Our weekly focus on the moving image and art in the streets. And other oddities.
Now screening:
1. Gonzalo Borondo, “Settimo Giorno”
2. Graciela Iturbide in”Investigation” – Art in the Twenty-First-Century. Via Art21
3. INDECLINE – The United States of Apathy

BSA Special Feature: Gonzalo Borondo, “Settimo Giorno”
Borondo’s latest exhibition, titled “Settimo Giorno” (Seventh Day), is an immersive artistic experience that combines visual, poetic, and auditory elements to delve into the themes of creation, transformation, and the delicate balance between chaos and tranquility.
The artist is taking inspiration from the ancient text of the book of Genesis to explore the first six days of creation artistically. The exhibition is well placed here in the Former Church of San Mattia, which adds a unique atmosphere of reflection, tranquility, and silence to the experience.
Borondo incorporates video as the primary medium of expression; over sixty of them, consisting of manipulated cyanotype photograms, are placed in the church’s six chapels and the altar, visually recounting the creation myth’s six days. These videos, created through a combination of analog development techniques and modern 3D technology, bridge the gap between the past and present, both technically and conceptually, between architecture, dialogue, heritage, and contemporary.
Alongside the visual elements, the exhibition incorporates poetic elements. Ángela Segovia, a renowned Spanish poet and winner of the National Poetry Prize in Spain, provides recorded snippets of text that are whispered by herself, creating an immersive experience for the visitors.

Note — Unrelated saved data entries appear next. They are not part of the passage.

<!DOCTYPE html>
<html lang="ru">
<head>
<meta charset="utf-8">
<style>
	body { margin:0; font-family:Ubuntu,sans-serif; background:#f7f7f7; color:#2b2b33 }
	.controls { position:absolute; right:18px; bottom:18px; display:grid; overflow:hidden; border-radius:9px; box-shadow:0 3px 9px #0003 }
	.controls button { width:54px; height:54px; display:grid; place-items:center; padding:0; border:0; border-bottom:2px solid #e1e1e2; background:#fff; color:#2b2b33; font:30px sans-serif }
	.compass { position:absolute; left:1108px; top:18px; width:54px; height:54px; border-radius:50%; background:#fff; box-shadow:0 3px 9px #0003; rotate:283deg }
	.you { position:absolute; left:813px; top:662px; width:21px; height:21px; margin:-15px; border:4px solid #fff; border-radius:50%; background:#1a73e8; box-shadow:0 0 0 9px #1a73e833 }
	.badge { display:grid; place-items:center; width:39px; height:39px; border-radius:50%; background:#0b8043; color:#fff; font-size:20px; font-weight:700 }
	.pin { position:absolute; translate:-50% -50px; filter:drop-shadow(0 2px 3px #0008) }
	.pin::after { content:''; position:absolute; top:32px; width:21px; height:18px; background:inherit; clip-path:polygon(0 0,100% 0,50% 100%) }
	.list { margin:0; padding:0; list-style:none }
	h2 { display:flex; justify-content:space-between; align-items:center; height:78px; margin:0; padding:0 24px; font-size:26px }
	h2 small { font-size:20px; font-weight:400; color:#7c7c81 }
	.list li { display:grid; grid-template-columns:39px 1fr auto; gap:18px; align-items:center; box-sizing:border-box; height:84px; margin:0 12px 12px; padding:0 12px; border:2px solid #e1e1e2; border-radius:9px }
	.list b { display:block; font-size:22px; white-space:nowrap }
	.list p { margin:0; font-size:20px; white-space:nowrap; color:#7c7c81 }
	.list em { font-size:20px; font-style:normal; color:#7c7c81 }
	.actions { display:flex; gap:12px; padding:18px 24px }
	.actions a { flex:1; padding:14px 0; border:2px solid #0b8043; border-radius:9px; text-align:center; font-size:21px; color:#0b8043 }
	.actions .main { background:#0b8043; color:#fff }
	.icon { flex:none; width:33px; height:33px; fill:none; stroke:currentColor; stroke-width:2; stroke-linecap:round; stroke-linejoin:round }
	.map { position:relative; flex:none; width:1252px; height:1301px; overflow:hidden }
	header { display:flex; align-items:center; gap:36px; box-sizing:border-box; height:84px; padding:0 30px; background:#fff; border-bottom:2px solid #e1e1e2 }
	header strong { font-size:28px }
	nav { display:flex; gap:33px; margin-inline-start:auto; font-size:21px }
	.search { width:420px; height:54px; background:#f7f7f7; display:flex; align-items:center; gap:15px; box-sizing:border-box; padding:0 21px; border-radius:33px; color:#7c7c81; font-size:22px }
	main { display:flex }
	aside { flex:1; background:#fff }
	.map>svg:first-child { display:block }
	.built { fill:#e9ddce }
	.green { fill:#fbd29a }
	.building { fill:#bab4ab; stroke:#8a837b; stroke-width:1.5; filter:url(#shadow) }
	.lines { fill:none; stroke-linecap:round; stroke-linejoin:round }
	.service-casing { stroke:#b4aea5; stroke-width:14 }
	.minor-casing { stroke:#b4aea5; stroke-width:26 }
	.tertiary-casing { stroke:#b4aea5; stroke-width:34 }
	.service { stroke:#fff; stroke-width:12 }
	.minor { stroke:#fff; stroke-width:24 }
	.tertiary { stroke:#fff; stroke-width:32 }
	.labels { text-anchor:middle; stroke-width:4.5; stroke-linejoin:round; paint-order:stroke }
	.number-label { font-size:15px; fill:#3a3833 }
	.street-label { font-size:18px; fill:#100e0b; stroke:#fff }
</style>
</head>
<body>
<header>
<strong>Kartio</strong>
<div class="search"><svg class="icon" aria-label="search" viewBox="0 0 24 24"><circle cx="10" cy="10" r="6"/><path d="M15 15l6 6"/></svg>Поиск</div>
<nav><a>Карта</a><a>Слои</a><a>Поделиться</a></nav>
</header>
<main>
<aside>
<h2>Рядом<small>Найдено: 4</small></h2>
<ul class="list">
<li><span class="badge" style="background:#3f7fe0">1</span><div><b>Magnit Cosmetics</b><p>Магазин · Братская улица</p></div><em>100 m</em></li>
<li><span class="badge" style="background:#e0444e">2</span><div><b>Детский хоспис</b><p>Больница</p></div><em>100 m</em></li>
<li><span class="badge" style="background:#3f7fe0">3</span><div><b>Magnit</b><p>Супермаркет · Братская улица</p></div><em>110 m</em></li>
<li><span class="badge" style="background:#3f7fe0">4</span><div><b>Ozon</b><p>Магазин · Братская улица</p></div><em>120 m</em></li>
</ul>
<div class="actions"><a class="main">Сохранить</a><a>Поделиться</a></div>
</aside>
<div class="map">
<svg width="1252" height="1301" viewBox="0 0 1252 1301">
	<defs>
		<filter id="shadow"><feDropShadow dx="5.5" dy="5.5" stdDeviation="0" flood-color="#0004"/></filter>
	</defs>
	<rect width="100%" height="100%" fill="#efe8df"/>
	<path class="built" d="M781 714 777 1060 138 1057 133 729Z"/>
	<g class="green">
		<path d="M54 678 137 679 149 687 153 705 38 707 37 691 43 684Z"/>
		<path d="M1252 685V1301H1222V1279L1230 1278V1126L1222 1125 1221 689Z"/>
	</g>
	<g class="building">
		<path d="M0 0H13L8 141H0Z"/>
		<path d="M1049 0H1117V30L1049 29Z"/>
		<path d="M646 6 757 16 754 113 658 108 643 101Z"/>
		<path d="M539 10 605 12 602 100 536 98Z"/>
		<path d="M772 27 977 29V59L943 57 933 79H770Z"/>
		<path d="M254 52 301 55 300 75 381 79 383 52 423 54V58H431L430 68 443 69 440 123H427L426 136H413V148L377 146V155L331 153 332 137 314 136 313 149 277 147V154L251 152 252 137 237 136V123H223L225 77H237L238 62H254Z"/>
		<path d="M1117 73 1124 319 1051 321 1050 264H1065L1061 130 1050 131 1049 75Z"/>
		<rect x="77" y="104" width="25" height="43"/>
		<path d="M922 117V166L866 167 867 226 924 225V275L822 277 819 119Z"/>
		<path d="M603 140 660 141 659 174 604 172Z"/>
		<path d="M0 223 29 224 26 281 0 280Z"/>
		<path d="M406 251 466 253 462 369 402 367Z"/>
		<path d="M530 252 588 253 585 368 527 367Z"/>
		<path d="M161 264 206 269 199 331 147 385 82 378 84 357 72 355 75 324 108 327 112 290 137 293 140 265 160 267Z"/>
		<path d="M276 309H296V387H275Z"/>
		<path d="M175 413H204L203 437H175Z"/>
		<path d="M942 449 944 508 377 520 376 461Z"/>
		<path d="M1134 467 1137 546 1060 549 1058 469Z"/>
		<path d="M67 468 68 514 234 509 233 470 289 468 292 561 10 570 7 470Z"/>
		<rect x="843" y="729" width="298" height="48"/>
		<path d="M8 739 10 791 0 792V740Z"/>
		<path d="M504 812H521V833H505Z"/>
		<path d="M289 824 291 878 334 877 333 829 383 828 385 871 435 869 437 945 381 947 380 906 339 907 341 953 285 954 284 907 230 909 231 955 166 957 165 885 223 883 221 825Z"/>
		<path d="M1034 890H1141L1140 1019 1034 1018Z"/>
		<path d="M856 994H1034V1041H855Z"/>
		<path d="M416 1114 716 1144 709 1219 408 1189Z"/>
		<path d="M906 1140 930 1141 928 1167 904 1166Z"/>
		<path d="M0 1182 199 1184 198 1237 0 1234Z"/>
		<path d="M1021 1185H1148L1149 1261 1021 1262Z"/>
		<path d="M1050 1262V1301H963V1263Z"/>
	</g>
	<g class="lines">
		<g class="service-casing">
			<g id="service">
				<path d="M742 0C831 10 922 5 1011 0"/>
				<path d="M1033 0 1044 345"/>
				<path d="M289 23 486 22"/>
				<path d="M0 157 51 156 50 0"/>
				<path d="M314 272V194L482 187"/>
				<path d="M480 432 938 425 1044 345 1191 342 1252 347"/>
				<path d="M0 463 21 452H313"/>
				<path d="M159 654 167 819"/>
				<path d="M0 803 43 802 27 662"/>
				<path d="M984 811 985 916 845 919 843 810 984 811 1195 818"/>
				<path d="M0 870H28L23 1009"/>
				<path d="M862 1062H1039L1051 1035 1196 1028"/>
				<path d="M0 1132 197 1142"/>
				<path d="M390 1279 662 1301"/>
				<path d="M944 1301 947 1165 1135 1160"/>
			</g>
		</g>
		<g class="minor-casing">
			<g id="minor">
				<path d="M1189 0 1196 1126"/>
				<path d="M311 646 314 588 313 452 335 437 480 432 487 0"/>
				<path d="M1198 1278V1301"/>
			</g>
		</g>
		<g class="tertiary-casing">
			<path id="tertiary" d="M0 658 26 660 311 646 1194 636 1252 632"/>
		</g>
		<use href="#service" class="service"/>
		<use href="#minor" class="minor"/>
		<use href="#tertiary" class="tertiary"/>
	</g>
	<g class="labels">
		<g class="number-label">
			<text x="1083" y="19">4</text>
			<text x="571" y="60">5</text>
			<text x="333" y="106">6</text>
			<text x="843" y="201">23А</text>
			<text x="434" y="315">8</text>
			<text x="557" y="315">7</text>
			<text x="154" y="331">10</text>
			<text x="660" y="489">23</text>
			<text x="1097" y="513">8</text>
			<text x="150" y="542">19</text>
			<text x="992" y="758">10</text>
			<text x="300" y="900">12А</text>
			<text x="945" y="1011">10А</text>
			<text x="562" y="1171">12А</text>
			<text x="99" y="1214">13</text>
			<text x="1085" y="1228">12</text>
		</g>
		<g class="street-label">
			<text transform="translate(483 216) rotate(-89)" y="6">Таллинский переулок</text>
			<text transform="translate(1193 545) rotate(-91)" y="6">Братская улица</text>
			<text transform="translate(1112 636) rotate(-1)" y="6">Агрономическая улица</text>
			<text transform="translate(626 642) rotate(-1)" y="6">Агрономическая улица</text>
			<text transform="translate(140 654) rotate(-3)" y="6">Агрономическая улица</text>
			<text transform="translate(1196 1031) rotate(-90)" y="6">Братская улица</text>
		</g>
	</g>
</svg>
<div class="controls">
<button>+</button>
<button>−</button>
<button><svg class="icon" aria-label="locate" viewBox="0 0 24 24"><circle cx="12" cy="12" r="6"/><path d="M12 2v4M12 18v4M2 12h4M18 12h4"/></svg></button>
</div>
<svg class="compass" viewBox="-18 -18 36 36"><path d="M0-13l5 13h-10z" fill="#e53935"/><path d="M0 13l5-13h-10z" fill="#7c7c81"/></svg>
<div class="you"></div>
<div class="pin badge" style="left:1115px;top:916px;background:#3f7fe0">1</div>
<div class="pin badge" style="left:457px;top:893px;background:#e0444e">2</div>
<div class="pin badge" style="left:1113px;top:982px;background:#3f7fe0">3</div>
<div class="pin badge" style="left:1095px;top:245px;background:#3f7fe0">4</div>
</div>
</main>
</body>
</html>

SETTIMO GIORNO at the Ex St. Mattia Church – Gonzalo Borondo
Graciela Iturbide in”Investigation” – Art in the Twenty-First-Century. Via Art21
“For Graciela Iturbide, the camera is a pretext for understanding the world. Her principal concern has been the photographic investigation of Mexico—her own cultural environment—through black-and-white images of landscapes and their inhabitants, abstract compositions, and self-portraits. Whether photographing indigenous communities in her native country, cholos in Los Angeles, Frida Kahlo’s house, or the landscape of the American South, her interest, she says, lies in what her heart feels and what her eyes see.”

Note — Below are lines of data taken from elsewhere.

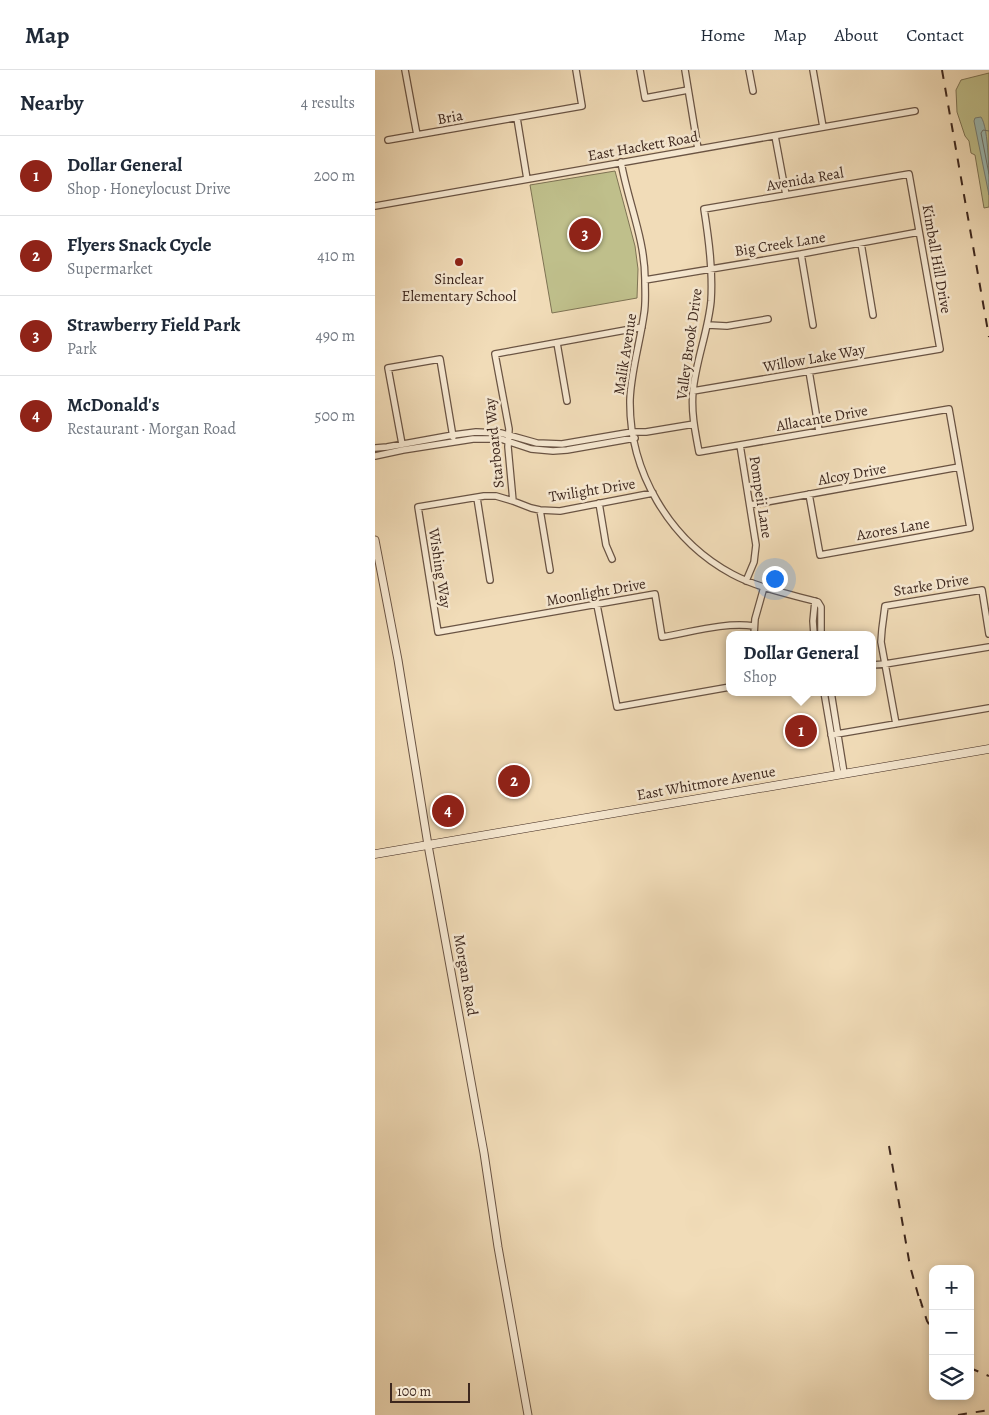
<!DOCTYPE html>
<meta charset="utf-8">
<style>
body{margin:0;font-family:Alegreya,serif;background:#f6f6f7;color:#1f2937}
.controls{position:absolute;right:15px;bottom:15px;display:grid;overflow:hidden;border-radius:10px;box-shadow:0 2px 8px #0003}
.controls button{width:45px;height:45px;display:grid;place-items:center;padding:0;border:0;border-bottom:1px solid #e0e1e3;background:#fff;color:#1f2937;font:25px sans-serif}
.scale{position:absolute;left:15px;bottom:12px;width:80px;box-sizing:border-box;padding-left:5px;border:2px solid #3d271e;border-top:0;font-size:14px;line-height:18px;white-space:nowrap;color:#3d271e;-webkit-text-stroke:4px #f6e8d1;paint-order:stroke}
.you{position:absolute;left:399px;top:508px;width:18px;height:18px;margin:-12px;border:4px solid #fff;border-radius:50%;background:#1a73e8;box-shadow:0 0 0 8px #1a73e833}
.badge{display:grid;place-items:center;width:32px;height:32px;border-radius:50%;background:#8f2418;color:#fff;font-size:16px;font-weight:700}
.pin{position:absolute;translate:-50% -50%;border:2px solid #fff;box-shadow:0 1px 5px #0006}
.popup{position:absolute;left:351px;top:561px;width:150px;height:65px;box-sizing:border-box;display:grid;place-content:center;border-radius:10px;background:#fff;filter:drop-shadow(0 1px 4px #0005);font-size:16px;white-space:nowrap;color:#747a83}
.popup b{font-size:19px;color:#1f2937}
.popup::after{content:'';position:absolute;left:50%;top:100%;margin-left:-10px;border:10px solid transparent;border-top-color:#fff}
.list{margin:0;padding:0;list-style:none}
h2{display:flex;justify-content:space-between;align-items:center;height:65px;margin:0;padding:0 20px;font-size:21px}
h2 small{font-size:16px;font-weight:400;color:#747a83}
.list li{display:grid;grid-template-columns:32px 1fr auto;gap:15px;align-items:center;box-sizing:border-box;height:80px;padding:0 20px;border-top:1px solid #e0e1e3}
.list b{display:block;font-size:19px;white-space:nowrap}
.list p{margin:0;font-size:16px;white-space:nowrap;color:#747a83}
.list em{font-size:16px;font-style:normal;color:#747a83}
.icon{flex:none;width:28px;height:28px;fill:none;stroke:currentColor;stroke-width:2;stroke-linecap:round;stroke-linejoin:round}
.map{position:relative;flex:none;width:614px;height:1345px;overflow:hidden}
header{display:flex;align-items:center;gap:30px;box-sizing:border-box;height:70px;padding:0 25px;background:#fff;border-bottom:1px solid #e0e1e3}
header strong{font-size:24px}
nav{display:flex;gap:28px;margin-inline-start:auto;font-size:18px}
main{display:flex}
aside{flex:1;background:#fff}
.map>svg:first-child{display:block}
</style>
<header>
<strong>Map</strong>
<nav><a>Home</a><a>Map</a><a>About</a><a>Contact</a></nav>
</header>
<main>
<aside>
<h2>Nearby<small>4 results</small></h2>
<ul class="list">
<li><span class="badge">1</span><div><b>Dollar General</b><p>Shop · Honeylocust Drive</p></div><em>200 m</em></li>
<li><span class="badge">2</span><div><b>Flyers Snack Cycle</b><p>Supermarket</p></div><em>410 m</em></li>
<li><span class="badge">3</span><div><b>Strawberry Field Park</b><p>Park</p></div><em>490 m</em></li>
<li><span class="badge">4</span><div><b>McDonald's</b><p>Restaurant · Morgan Road</p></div><em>500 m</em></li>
</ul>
</aside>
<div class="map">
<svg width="614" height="1345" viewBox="0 0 614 1345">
<rect width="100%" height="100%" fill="#f1dcb8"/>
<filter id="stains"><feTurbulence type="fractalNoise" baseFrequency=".004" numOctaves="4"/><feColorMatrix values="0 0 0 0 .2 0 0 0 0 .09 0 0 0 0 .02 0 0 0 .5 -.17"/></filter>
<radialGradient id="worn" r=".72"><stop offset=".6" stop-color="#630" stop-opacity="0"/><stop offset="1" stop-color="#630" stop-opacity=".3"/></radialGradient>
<path fill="#bfbf8b" stroke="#7e7354" d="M614,3V137L609,138L600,85L596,83L594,71L590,66L582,42L581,20L586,10Z
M240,101L260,176L263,199L262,228L177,243L155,115Z"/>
<path fill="#9bbab4" stroke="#757f78" d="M606,47C614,58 614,108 614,125L599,51L600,48Z"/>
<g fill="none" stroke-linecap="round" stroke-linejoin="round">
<path stroke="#6c7069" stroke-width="1" d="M614,61L608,60L606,63L614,104"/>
<defs>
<path id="minor" d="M30,0L42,65
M265,0L270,28L313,20
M310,0L323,79
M374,0L378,21
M438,0L448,57
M142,48L152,109
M400,66L411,125
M13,70L207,36L201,0
M246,92C253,132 270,169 270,210C270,221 271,233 269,244C265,273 256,301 255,330C254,401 294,470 357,504C383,518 414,524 443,532L446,537V565
M0,136L540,41
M486,173L498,245
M426,184L438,255
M270,210L426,184L544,162
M333,255L352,256L393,249
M182,273L192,331
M434,301L444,361
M318,321L565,279L534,104L329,139C334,170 338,200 336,231C333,262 321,290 318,321C316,342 320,361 324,382L574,339L595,458L445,485L434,424
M27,374L13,298L65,289L78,367
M365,375L381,475L379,492L371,511
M0,378L12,377L78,365L101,362L126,363L162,373L187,374L257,362H271L319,354
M0,386L28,380L98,369H126L156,379L178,381L192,380L260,368
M278,423L185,441L165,440L156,438L138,431L121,426H109L43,437L63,562L280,524L287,567C317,562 349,552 379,556
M102,428L115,510
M138,431L133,377L134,359L120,284L267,257
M224,433L231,475L237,489
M375,435L584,397
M165,440L175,500
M222,535L242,637L355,617
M379,565L380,549L389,517
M439,565L438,551L440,531
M497,595L510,594L614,577
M449,622L463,704
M456,622L469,703
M521,654L506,572L507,559L510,536L607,520L614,564
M456,665L614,638"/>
<path id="tertiary" d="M0,470L23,590L53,775L109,1083L123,1177L153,1345"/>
<path id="secondary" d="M0,784L614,679"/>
</defs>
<use href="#minor" stroke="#6a5444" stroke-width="8"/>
<use href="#tertiary" stroke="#6a5444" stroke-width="9"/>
<use href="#secondary" stroke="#3d271e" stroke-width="9"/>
<use href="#minor" stroke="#f6e8d1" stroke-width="5.5"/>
<use href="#tertiary" stroke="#f6e8d1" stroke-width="7"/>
<use href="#secondary" stroke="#f6e8d1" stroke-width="8"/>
<path stroke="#3d271e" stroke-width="2" stroke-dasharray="9 9" stroke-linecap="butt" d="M567,0L614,267
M514,1076L535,1196L546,1235
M545,1229L552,1251L558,1261
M595,1298L614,1306
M583,1345L614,1340"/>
</g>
<circle fill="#8f2418" stroke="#f6e8d1" stroke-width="2" cx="84" cy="192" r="5"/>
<g text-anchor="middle" stroke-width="5" stroke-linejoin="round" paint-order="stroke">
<g font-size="15" fill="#3d271e" stroke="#f6e8d1">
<text transform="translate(75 47) rotate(-10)" y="5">Bria</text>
<text transform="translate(268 76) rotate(-10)" y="5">East Hackett Road</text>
<text transform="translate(430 109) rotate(-10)" y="5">Avenida Real</text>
<text transform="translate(405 174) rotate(-9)" y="5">Big Creek Lane</text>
<text transform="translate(562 189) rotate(80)" y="5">Kimball Hill Drive</text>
<text transform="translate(314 274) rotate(-82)" y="5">Valley Brook Drive</text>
<text transform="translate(250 284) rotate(-81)" y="5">Malik Avenue</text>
<text transform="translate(439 288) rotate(-10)" y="5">Willow Lake Way</text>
<text transform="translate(447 348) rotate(-10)" y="5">Allacante Drive</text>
<text transform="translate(119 373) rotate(-96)" y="5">Starboard Way</text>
<text transform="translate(477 404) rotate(-10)" y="5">Alcoy Drive</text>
<text transform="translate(217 420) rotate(-9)" y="5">Twilight Drive</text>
<text transform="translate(386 427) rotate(81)" y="5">Pompeii Lane</text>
<text transform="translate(518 459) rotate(-10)" y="5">Azores Lane</text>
<text transform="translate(65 498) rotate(81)" y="5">Wishing Way</text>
<text transform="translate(556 515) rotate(-9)" y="5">Starke Drive</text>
<text transform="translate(221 522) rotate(-10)" y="5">Moonlight Drive</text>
<text transform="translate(331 713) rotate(-10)" y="5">East Whitmore Avenue</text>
<text transform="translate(91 905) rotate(80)" y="5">Morgan Road</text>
</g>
<g font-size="15" fill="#3d271e" stroke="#f6e8d1">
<text x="84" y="214">Sinclear<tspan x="84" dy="17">Elementary School</tspan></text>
</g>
</g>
<rect width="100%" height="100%" filter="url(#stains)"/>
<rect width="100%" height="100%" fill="url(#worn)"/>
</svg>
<div class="controls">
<button>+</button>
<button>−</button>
<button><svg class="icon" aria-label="layers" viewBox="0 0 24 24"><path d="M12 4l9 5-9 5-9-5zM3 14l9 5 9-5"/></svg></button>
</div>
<div class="scale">100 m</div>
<div class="you"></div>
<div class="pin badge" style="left:426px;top:661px">1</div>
<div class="popup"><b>Dollar General</b>Shop</div>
<div class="pin badge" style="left:139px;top:711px">2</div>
<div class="pin badge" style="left:210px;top:164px">3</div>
<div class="pin badge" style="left:73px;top:741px">4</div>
</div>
</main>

INDECLINE – The United States of Apathy
In a stabbingly brutal way, street art/conceptual artist collective INDECLINE juxtaposes the photos of people killed by gun violence with smarmy fatuous unaware patriotic lyrics that rise and fall. Fall mostly. It’s a stunning contrast that brings the story home. It’s also a reductivist critique and somehow targets, if you will, victims and the guilty with similar contempt. You get the point, but a viewer may feel strangely like it misses it too. These victims didn’t ask to become spokespeople, and their families grieve them without fail daily.